**Data for this task**
────────

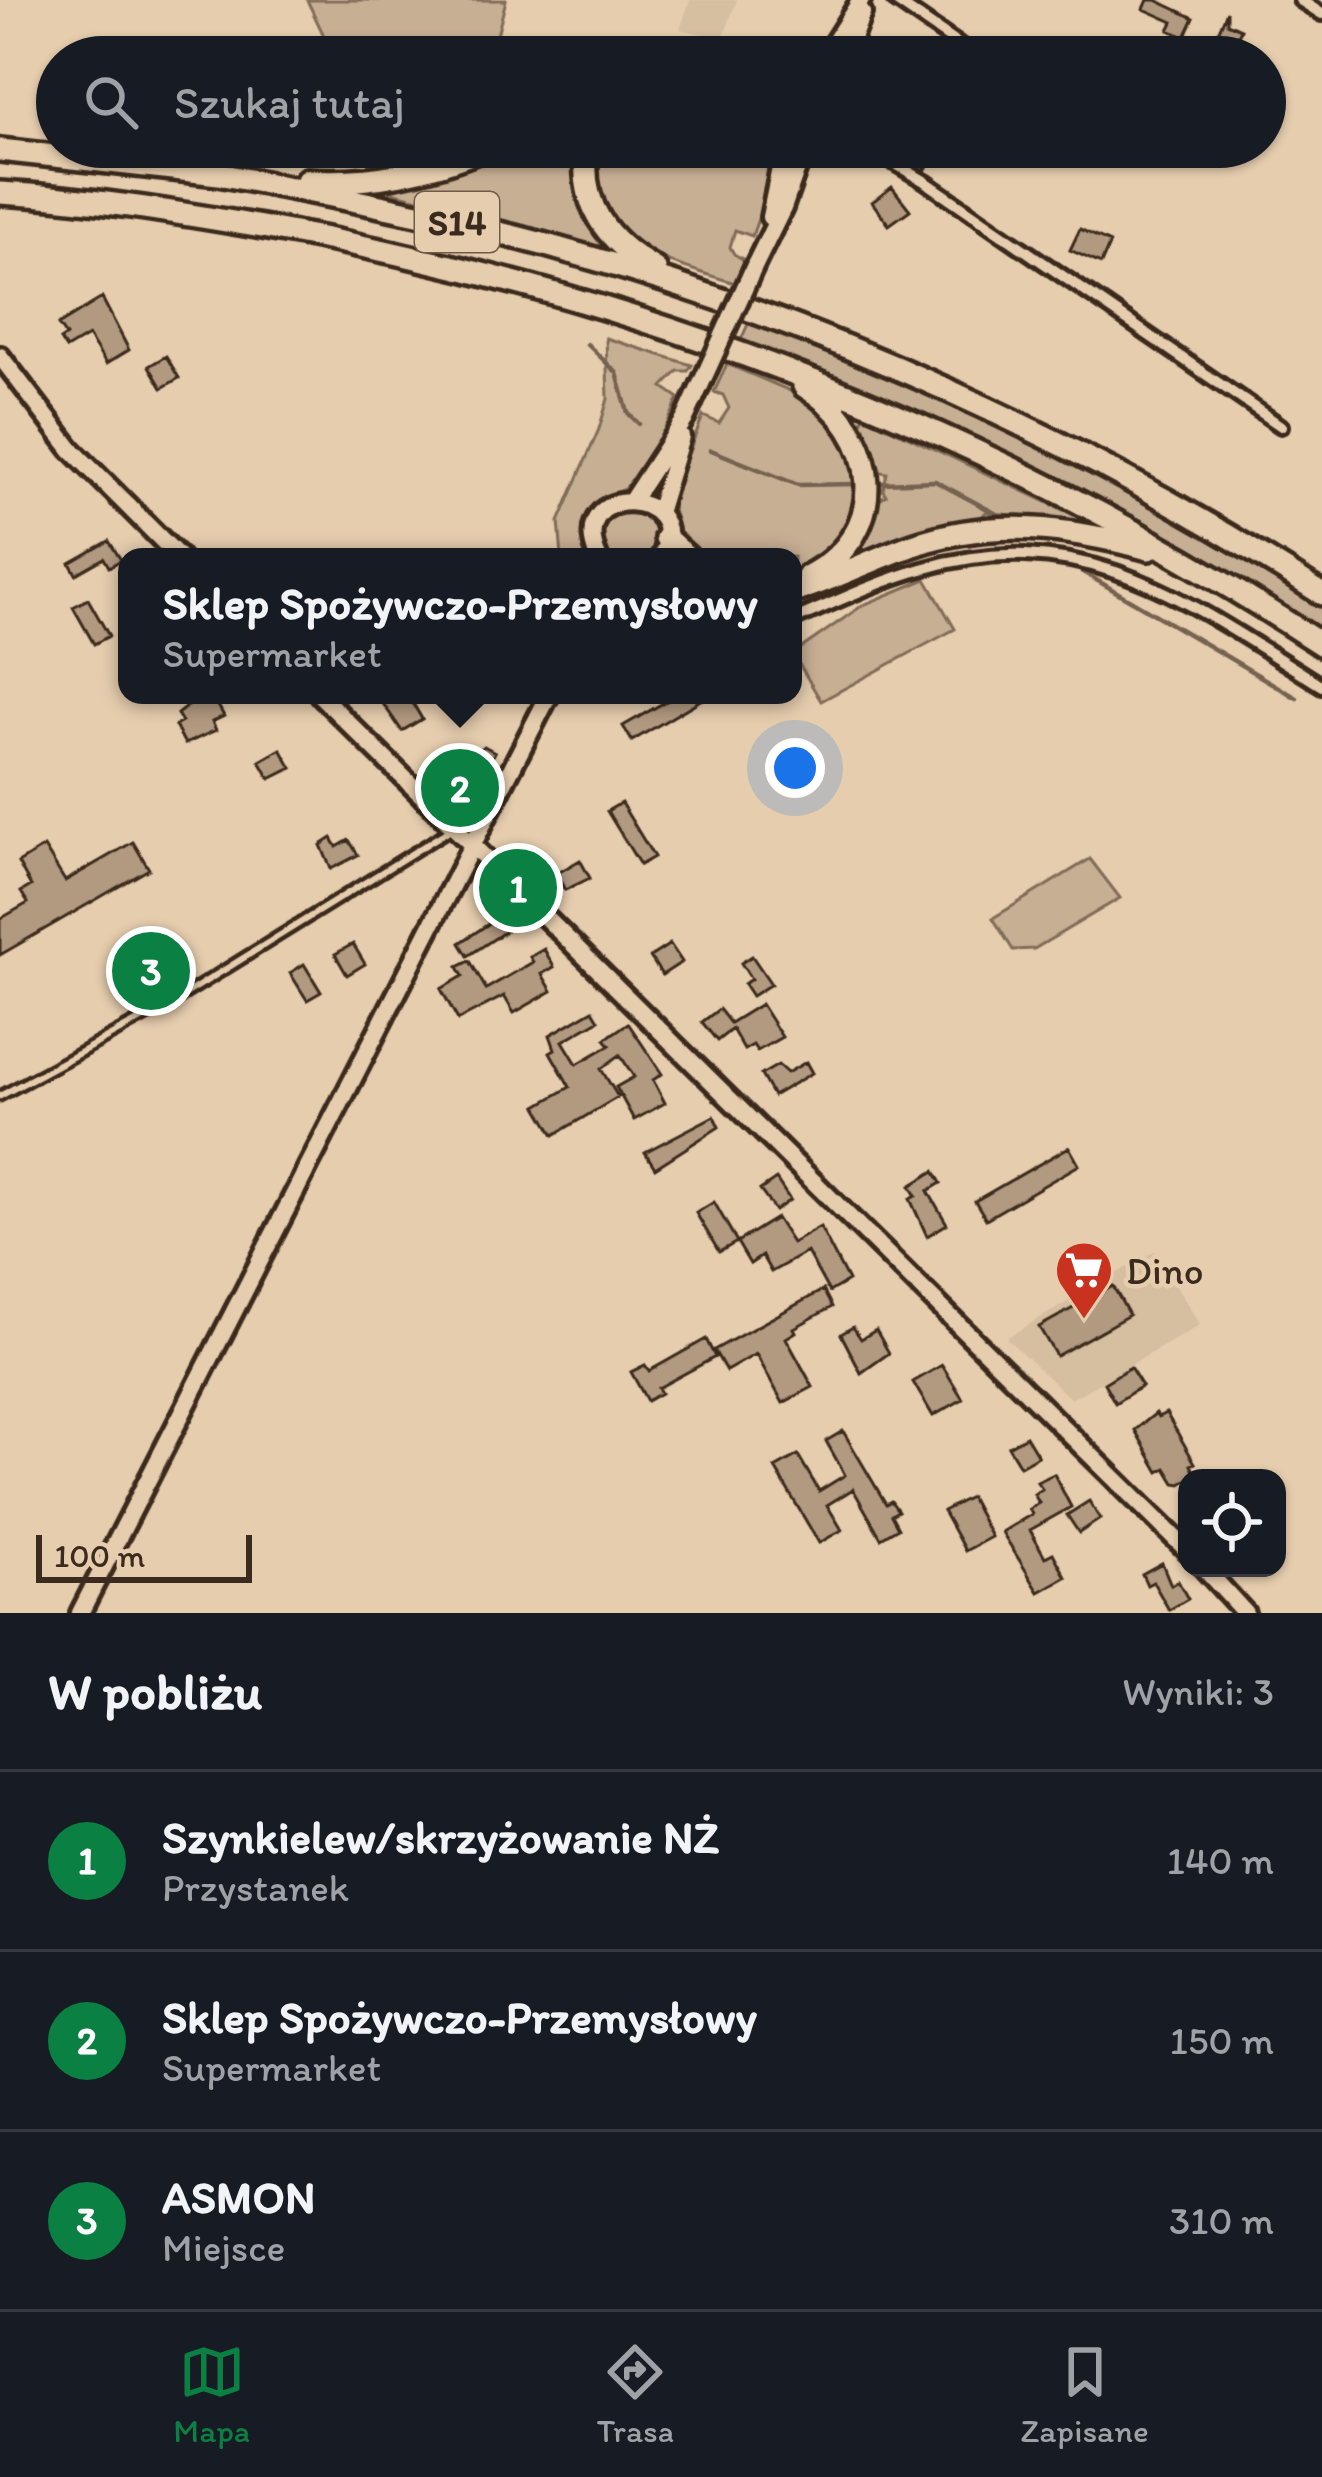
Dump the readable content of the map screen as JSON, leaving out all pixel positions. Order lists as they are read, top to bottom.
{
  "streets": {
    "highway": ["S14"]
  },
  "places": {
    "supermarket": ["Dino"]
  },
  "scale_bar": "100 m",
  "page": {
    "search": "Szukaj tutaj",
    "popup": ["Sklep Spożywczo-Przemysłowy", "Supermarket"],
    "pins": ["2", "1", "3"],
    "scale": "100 m",
    "heading": ["W pobliżu", "Wyniki: 3"],
    "list": [
      {
        "mark": "1",
        "name": "Szynkielew/skrzyżowanie NŻ",
        "note": "Przystanek",
        "value": "140 m"
      },
      {
        "mark": "2",
        "name": "Sklep Spożywczo-Przemysłowy",
        "note": "Supermarket",
        "value": "150 m"
      },
      {
        "mark": "3",
        "name": "ASMON",
        "note": "Miejsce",
        "value": "310 m"
      }
    ],
    "nav": ["Mapa", "Trasa", "Zapisane"]
  }
}
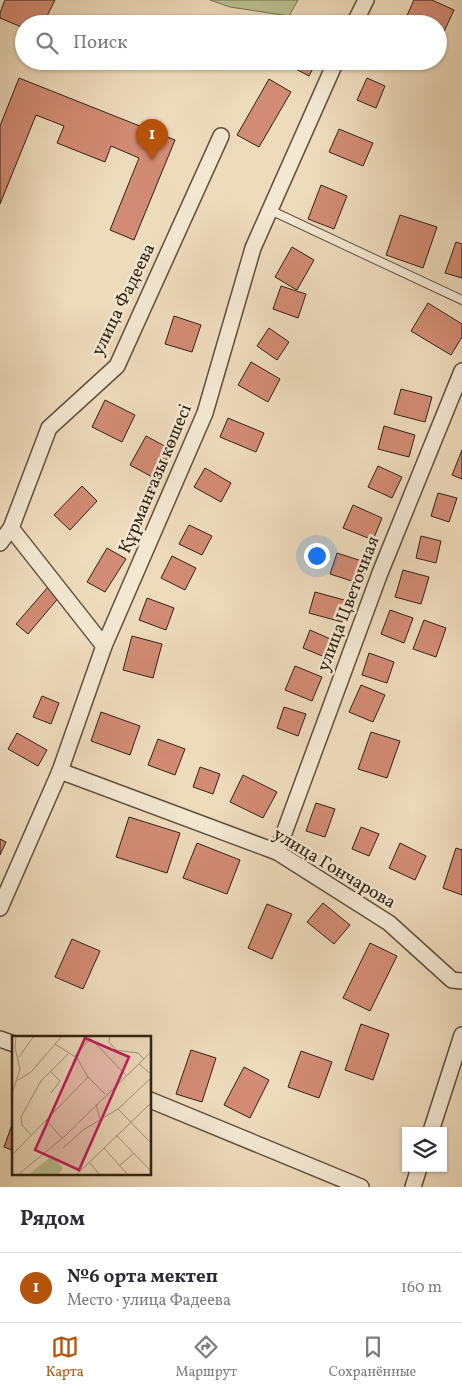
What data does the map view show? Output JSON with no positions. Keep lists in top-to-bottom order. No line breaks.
{"streets":{"street":["улица Фадеева","Құрманғазы көшесі","улица Цветочная","улица Гончарова"]},"crossings":[["Құрманғазы көшесі","улица Гончарова"],["улица Цветочная","улица Гончарова"]],"page":{"search":"Поиск","pins":"1","heading":"Рядом","list":[{"mark":"1","name":"№6 орта мектеп","note":"Место · улица Фадеева","value":"160 m"}],"nav":["Карта","Маршрут","Сохранённые"]}}
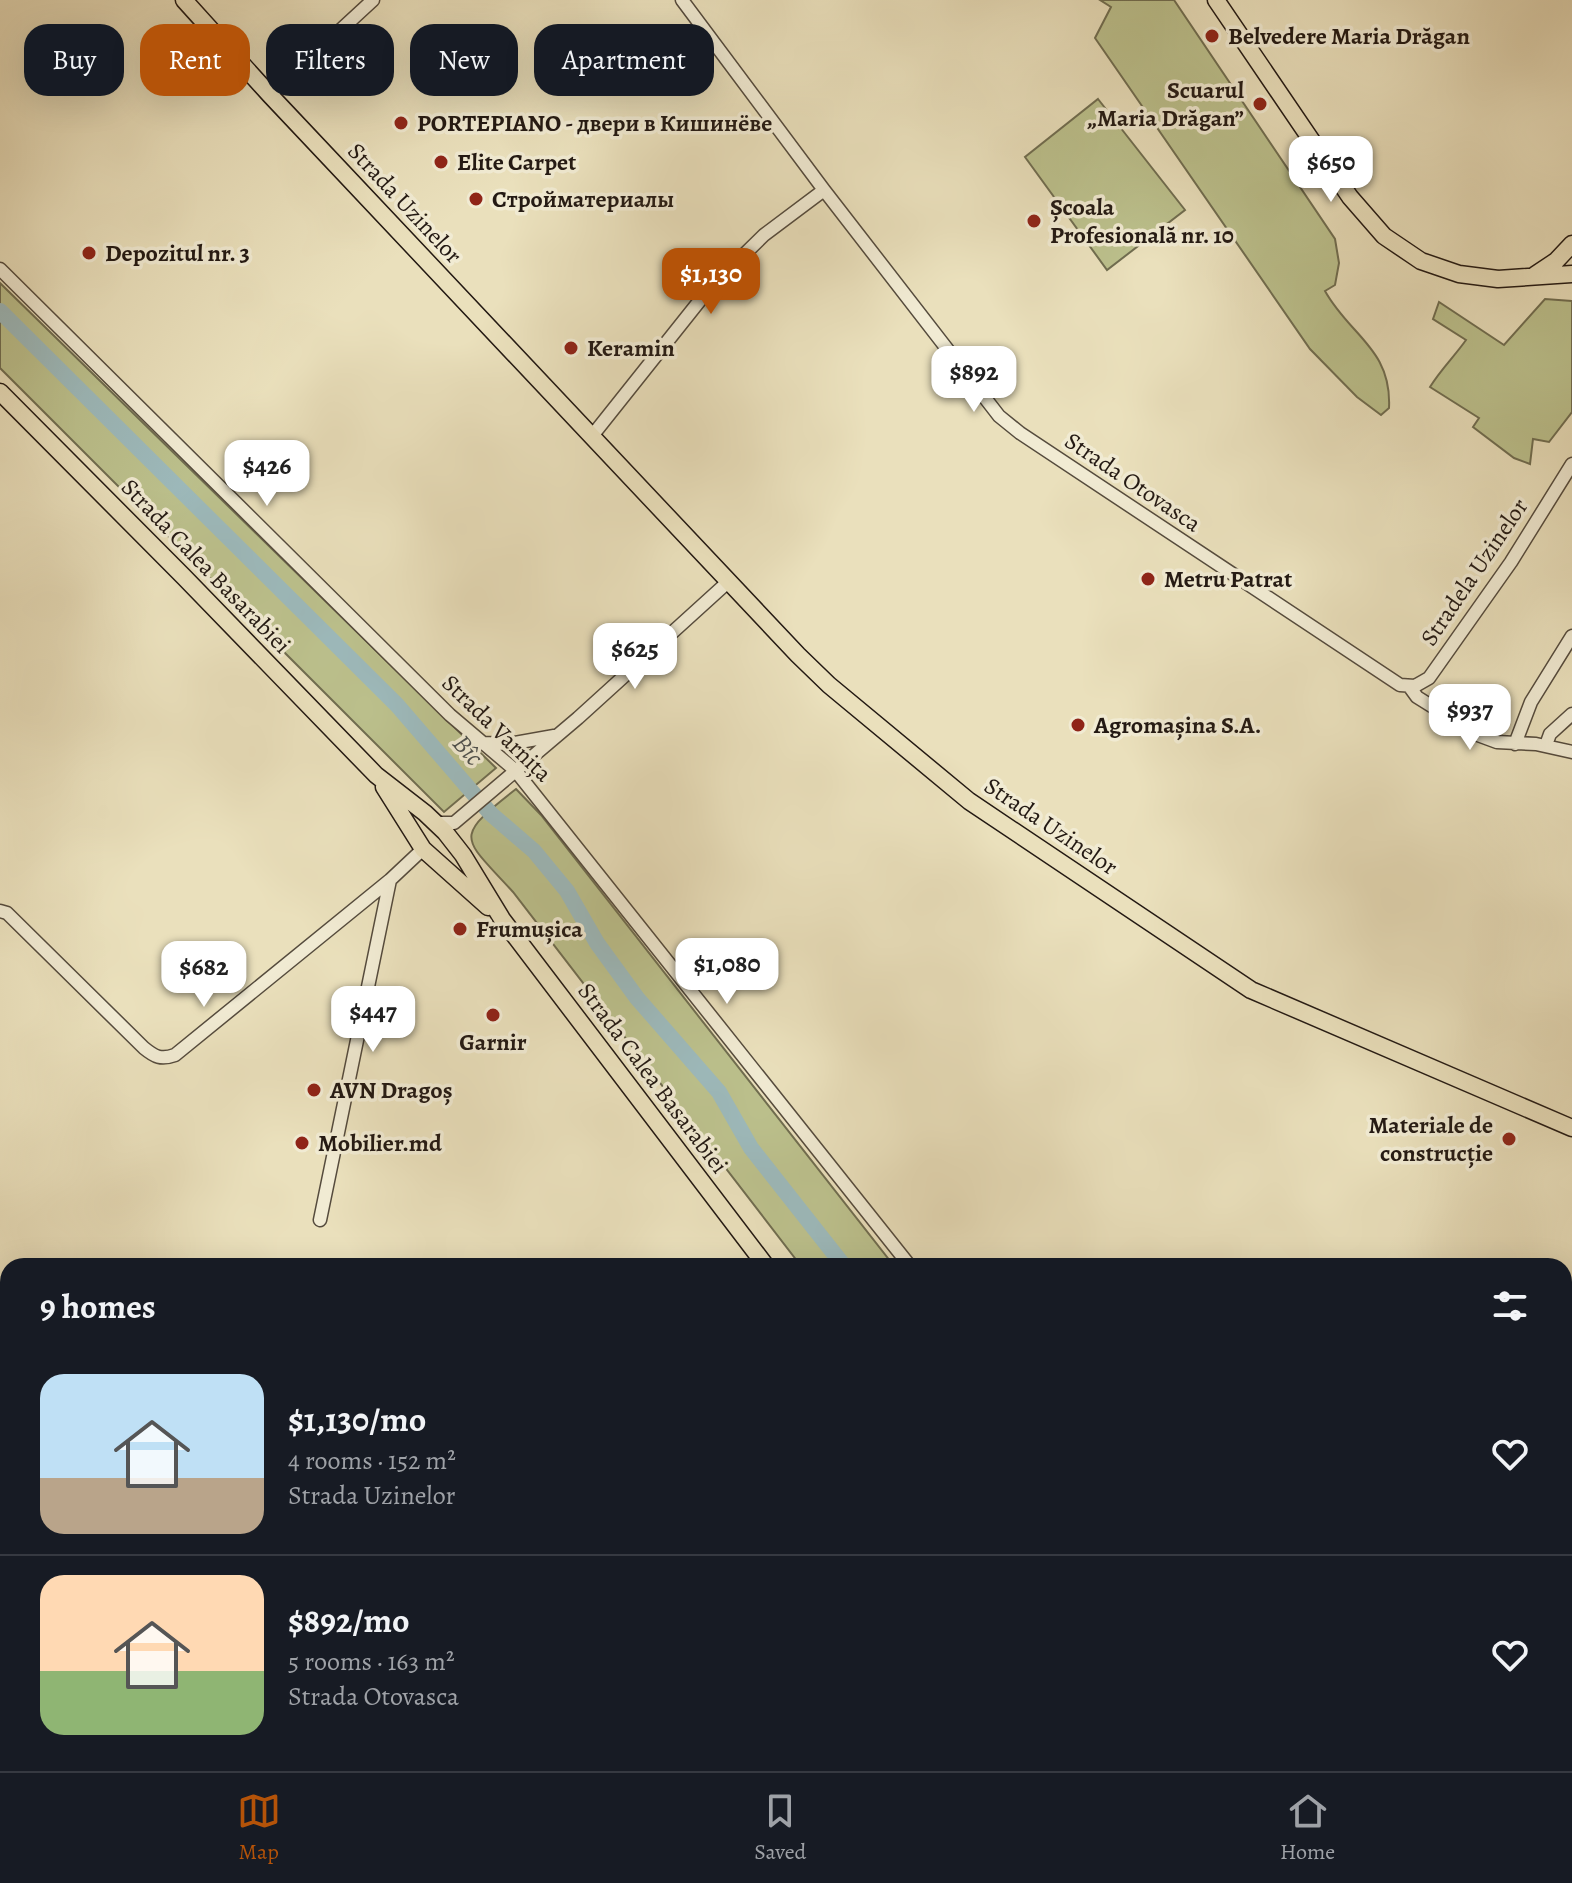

────────

Find the line with "What data does" in the listing and extract it and all lines after it through the end, exactly, without the pictures.

What data does the map view show? Output JSON with no positions. Keep lists in top-to-bottom order. No line breaks.
{"streets":{"street":["улица Фадеева","Құрманғазы көшесі","улица Цветочная","улица Гончарова"]},"crossings":[["Құрманғазы көшесі","улица Гончарова"],["улица Цветочная","улица Гончарова"]],"page":{"search":"Поиск","pins":"1","heading":"Рядом","list":[{"mark":"1","name":"№6 орта мектеп","note":"Место · улица Фадеева","value":"160 m"}],"nav":["Карта","Маршрут","Сохранённые"]}}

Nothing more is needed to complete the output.